# Activity:
Copy exactly the lines from the beginning of the data down to and including the line holding "position:absolute; right:15px; bottom:15px;", without any pictures.

# Stored data:

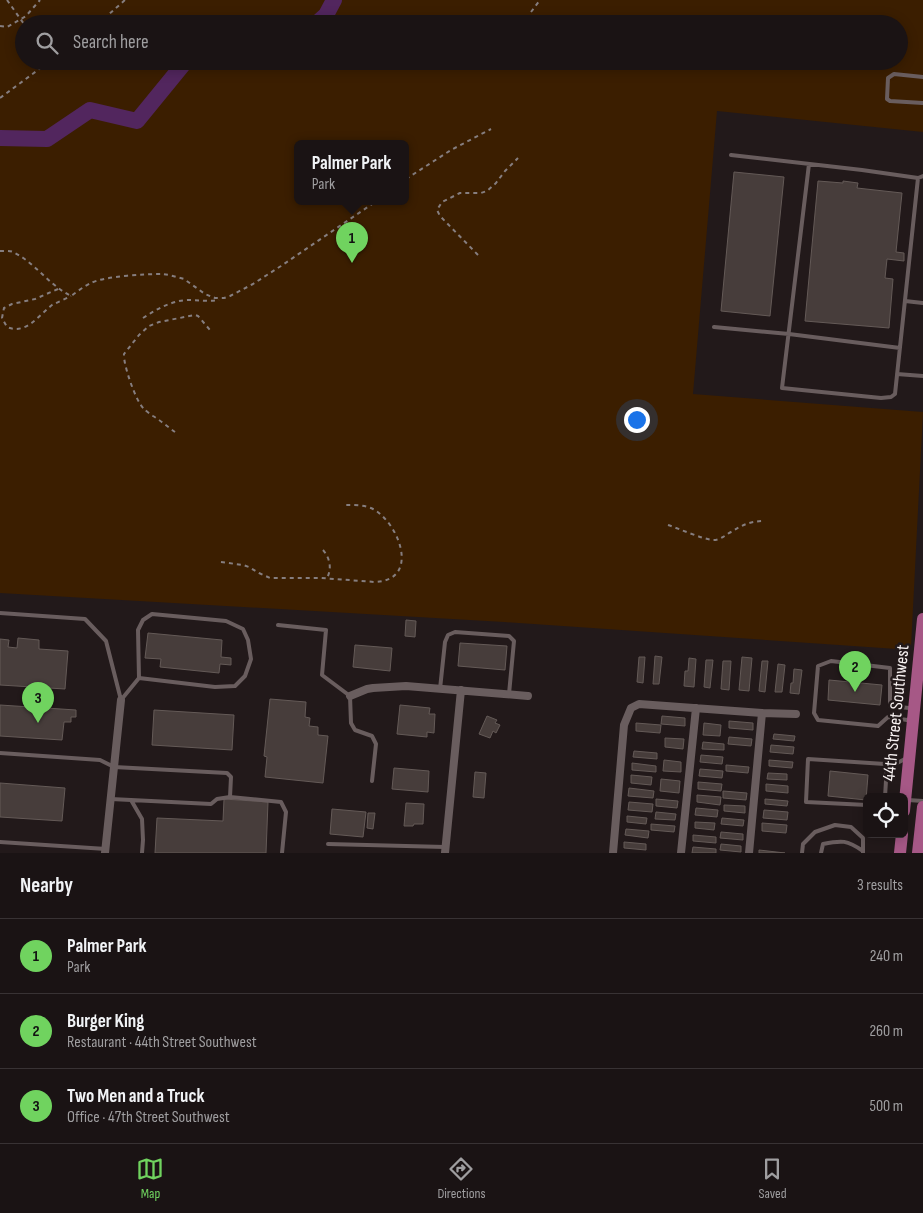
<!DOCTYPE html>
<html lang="en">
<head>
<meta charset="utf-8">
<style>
	:root { --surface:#1a1314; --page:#231c1d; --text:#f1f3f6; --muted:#9f9ea0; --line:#383234; --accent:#70d35f }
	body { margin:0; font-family:"Sofia Sans Condensed",sans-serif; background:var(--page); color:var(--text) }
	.controls { position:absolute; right:15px; bottom:15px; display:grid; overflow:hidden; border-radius:8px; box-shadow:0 2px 12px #0003 }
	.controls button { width:45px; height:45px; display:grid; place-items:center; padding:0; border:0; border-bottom:1px solid var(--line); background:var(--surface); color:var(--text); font:25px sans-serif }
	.you { position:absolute; left:636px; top:419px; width:18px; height:18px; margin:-12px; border:4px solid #fff; border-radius:50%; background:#1a73e8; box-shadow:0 0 0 8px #1a73e833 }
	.badge { display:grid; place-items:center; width:32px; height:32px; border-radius:50%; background:var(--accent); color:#111; font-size:16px; font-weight:700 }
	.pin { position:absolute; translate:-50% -41px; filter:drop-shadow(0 1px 2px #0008) }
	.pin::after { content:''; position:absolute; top:26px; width:18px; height:15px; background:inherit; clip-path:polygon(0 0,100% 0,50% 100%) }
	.popup { position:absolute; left:294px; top:140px; width:115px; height:65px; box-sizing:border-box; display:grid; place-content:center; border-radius:8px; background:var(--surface); filter:drop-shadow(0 1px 4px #0005); font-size:16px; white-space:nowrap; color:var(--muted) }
	.popup b { font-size:19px; color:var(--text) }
	.popup::after { content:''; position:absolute; left:50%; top:100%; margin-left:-10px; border:10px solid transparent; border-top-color:var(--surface) }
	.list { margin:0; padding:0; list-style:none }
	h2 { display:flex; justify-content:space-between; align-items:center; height:65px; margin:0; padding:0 20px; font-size:21px }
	h2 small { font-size:16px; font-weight:400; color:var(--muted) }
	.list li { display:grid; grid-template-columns:32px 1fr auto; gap:15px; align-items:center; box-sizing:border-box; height:75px; padding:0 20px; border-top:1px solid var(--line) }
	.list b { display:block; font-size:19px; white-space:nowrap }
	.list p { margin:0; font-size:16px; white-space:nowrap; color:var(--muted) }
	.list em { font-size:16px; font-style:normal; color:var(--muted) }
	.icon { flex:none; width:28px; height:28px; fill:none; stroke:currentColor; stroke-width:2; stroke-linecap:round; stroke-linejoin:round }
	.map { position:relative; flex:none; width:923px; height:853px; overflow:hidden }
	.search { position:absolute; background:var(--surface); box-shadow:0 2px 12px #0003; left:15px; right:15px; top:15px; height:55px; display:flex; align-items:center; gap:12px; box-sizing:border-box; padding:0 18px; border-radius:28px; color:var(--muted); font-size:19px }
	.sheet { height:290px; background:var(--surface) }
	nav { display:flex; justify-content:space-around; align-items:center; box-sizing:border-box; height:70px; border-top:1px solid var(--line); background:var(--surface); font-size:14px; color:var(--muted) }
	nav a { display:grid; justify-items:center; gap:2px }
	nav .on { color:var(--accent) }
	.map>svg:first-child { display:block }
	.green { fill:#3b1e00; fill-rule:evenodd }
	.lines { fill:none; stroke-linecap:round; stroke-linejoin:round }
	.river { stroke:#52265e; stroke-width:16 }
	.building { fill:#473d3b; stroke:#645a57 }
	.path { stroke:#867e7f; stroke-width:2; stroke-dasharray:4 4; stroke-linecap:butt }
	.service { stroke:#695d5e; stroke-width:4 }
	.minor { stroke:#695d5e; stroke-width:8 }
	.primary { stroke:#a65886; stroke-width:12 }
	.labels { text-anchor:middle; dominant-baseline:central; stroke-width:5; stroke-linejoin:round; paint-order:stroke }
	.street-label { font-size:18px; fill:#f7f1f1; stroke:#22191a }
</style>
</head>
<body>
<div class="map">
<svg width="923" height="853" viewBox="0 0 923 853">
	<rect width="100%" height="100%" fill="#22191a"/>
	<path class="green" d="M0,0H923V132L717,111L693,394L923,412L911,647L898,646L897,649L504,622L0,593ZM24,24H899V61H24ZM298,144H406V202H298Z"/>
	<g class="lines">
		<path class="river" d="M316,24L326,15L334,0
			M0,138L47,139L90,110L137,121L186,61"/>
	</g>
	<path class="building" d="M734,172L784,177L770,316L721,311Z
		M818,181L843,183V181L858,183L857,188L902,193L896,252L904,253V261L887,259L885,278L893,279L889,328L805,321Z
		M406,620L416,621L415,637L405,636Z
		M148,633L222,640L221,657L231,658V665L220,664L219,673L160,667L161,659L145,658Z
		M18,638L39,640V649L68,651L65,689L0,685V639L9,640L8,647L17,648Z
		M460,643L507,646L505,670L458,666Z
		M355,645L392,648L390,671L353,667Z
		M655,656L662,657L659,684H653Z
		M639,657H645L643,683L637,682Z
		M742,657L752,658L749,691L739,690Z
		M689,658L696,659L694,687L684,686L685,671H688Z
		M706,660H713L710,688L704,687Z
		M723,661H731L729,690L721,689Z
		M762,661H768L765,692L759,691Z
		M778,664L785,665L782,692H775Z
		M794,669L802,670L799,694L790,693L791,683H793Z
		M829,680L882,685L880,705L828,700Z
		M270,699L306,702L305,717L310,718L309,726L318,727V735L328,736L323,783L265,777L267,757L264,756Z
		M0,705L76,710V717H71V722H64L62,740L0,736Z
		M400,705L430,708L429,714H435L434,733L427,732V737L397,734Z
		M154,710L234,715L232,750L152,745Z
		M487,716L497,720L495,723L500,725L496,733L493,731L490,738L479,734Z
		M662,716L685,718V726L661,724Z
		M729,721L753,723V730L729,728Z
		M636,723L661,725L660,733L636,731Z
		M704,723L721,725L720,736L703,735Z
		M774,734L795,736L794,741L773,739Z
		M729,737L752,739L751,746L728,744Z
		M665,738L684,739L683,749L665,747Z
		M703,742L724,744V750L702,749Z
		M771,745L794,747L793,754L770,752Z
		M634,751L657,753V759L633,757Z
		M701,755L723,757L722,764L700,762Z
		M664,760L681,762V772L663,771Z
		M769,760L793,762L792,768L769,766Z
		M632,763L656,766V772L632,770Z
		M726,765L749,767L748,773L726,771Z
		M394,768L429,771L428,792L392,789Z
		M700,769L723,771L722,778L699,776Z
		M830,771L868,775L866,800L828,796Z
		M475,772L486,773L484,798L473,797Z
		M768,773L787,774V780L767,779Z
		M631,775L652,777L651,785L631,783Z
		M661,779L680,781L679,793L660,791Z
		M698,782L722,784L721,791L698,789Z
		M0,783L65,788L62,821L0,817Z
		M766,784L788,786V793L766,791Z
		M629,788L654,791L653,798L628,796Z
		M723,791L747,793L746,800L723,798Z
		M697,795L721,797L720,805L697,802Z
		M224,799L268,802L266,853H155L157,818L223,821Z
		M656,799L678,801L677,808L656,806Z
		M765,799L788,801L787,806L765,804Z
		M629,802L653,804L652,812L628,810Z
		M406,803L424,804L423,824H414L413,826H404Z
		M724,805L745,806V813L724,811Z
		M696,808L718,810L717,817L695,815Z
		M332,809L366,812L363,837L330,834Z
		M764,810L788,812L787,820L763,818Z
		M656,812L676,814L675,820L655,819Z
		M368,813H375L373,829L367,828Z
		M627,816L647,818L646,824L627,822Z
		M722,818L744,820L743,826L721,824Z
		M695,822L715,823L714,830L695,828Z
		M762,823L787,825L786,833L762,831Z
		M651,824L675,826L674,832L651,830Z
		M626,829L649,831L648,838L625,835Z
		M721,832L743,834V840L720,838Z
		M693,835L716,837V843L693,841Z
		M624,842L646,844V850L624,848Z
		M721,844L741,846V852L720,850Z
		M693,847L716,849V853H692Z
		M759,850L785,853H759Z"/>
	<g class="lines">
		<path class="path" d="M7,0L24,24
			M531,12L540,0
			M98,24L125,0
			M0,26L7,27L26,16L40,0
			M0,98L50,61
			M406,179L451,150L491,129
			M0,251C5,251 11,250 15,253C36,264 49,285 71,296C77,292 84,286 91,283C105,276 145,274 162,274L169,275L184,279L205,294L215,298H224L230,296L253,284L281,266L375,202
			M478,255L440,216L437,210L442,202L460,193H481L487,191L496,183L505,171L518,158
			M58,289L35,299L12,304L4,308L2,318L7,327C26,335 38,316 52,305C58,302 65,299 71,296
			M143,318C157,309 171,301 187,300C198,300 209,302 219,300
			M175,432C168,427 161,421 153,416C150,414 146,411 144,409C136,402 123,364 124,354L139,335L149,326L159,322L195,315L198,316L210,330
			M668,525C680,529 702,539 713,540C721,540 725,535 731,532C742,525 751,521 764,521
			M323,550C330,558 332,569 327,578
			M221,562L243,565L249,567L259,573L270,578H321L375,582C421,580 399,523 373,509C365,505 355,505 346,505"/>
		<path class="service" d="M923,77L894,74L888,78L887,99L890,101L923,103
			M731,155L862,170L918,178L923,176
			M809,164L782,388L881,398L891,397L895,394L918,178
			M905,301L923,303
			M714,327L789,334L900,348
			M897,374L923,376
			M0,613L85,619L106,641L121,700
			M278,625L326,630L322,675L350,696L351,723L355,730L372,736L376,744L372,781
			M440,689L445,642L448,635L455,632L509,636L514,641L509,694
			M121,700L139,678L215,687L235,686L245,676L251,659L248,640L243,629L226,621L152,614L143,620L138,630L139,678
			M909,719L907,720L888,717L878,726L818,720L814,713L818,666L831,661L890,668V706L909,708L910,710
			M0,753L100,760L114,767L227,773L231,777L230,797L281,802L286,812L282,853
			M885,797L887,764
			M111,799L211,804L217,799L230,797
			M131,800L142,819L143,840L142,853
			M908,800L923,801
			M867,805L806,802L808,759L885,764L897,763L905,759
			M0,842L106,849
			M328,844L445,847
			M802,853L803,844L815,832L835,825L851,827L863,838V853
			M821,853L823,844C842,840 847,840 863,851"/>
		<path class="minor" d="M350,696L367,689L373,688L406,686L528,696
			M105,853L121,700
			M445,853L461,690
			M613,853L624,725L631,708L639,704L762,713L796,714
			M681,853L696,708
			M749,853L762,713"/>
		<path class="primary" d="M904,811L923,619
			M900,853L902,834
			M918,853L923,807"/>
	</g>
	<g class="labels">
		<g class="street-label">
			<text transform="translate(896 713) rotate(-84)">44th Street Southwest</text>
		</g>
	</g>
</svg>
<div class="controls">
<button><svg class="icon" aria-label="locate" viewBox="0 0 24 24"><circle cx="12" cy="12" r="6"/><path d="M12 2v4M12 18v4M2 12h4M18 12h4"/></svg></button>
</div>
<div class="you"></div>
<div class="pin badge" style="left:352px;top:263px">1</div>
<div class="popup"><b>Palmer Park</b>Park</div>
<div class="pin badge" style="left:855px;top:692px">2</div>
<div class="pin badge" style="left:38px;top:723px">3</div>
<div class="search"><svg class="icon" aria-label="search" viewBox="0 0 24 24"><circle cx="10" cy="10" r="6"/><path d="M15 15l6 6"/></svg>Search here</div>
</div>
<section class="sheet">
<h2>Nearby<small>3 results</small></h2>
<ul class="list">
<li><span class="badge">1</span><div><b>Palmer Park</b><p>Park</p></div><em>240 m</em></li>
<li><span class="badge">2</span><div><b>Burger King</b><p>Restaurant · 44th Street Southwest</p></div><em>260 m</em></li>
<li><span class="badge">3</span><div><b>Two Men and a Truck</b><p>Office · 47th Street Southwest</p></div><em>500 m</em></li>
</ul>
</section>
<nav>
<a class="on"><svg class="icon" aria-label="map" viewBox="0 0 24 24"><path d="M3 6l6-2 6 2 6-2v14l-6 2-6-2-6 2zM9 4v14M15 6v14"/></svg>Map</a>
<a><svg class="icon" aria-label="directions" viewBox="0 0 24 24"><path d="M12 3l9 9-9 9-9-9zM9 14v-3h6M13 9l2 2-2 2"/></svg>Directions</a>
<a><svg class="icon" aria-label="saved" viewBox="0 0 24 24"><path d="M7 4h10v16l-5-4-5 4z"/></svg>Saved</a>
</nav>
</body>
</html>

# Response to this task:
<!DOCTYPE html>
<html lang="en">
<head>
<meta charset="utf-8">
<style>
	:root { --surface:#1a1314; --page:#231c1d; --text:#f1f3f6; --muted:#9f9ea0; --line:#383234; --accent:#70d35f }
	body { margin:0; font-family:"Sofia Sans Condensed",sans-serif; background:var(--page); color:var(--text) }
	.controls { position:absolute; right:15px; bottom:15px; display:grid; overflow:hidden; border-radius:8px; box-shadow:0 2px 12px #0003 }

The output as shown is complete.